Segment Start: Provided data
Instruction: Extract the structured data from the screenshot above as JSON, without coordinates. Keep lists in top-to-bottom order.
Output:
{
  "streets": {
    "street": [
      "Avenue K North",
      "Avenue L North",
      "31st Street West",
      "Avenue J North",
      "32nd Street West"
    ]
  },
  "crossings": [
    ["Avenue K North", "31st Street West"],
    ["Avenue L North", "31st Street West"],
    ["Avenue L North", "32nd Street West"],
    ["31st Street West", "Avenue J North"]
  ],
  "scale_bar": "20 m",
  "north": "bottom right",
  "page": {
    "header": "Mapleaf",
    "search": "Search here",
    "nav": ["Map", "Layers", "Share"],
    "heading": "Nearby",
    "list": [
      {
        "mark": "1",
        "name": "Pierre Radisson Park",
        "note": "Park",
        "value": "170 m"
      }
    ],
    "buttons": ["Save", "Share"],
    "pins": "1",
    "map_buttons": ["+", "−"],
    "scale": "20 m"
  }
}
Segment End: Provided data
### [What you need to do]
Take the entries above and set them all down again exactly as they read.

### [Finished exercise]
Instruction: Extract the structured data from the screenshot above as JSON, without coordinates. Keep lists in top-to-bottom order.
Output:
{
  "streets": {
    "street": [
      "Avenue K North",
      "Avenue L North",
      "31st Street West",
      "Avenue J North",
      "32nd Street West"
    ]
  },
  "crossings": [
    ["Avenue K North", "31st Street West"],
    ["Avenue L North", "31st Street West"],
    ["Avenue L North", "32nd Street West"],
    ["31st Street West", "Avenue J North"]
  ],
  "scale_bar": "20 m",
  "north": "bottom right",
  "page": {
    "header": "Mapleaf",
    "search": "Search here",
    "nav": ["Map", "Layers", "Share"],
    "heading": "Nearby",
    "list": [
      {
        "mark": "1",
        "name": "Pierre Radisson Park",
        "note": "Park",
        "value": "170 m"
      }
    ],
    "buttons": ["Save", "Share"],
    "pins": "1",
    "map_buttons": ["+", "−"],
    "scale": "20 m"
  }
}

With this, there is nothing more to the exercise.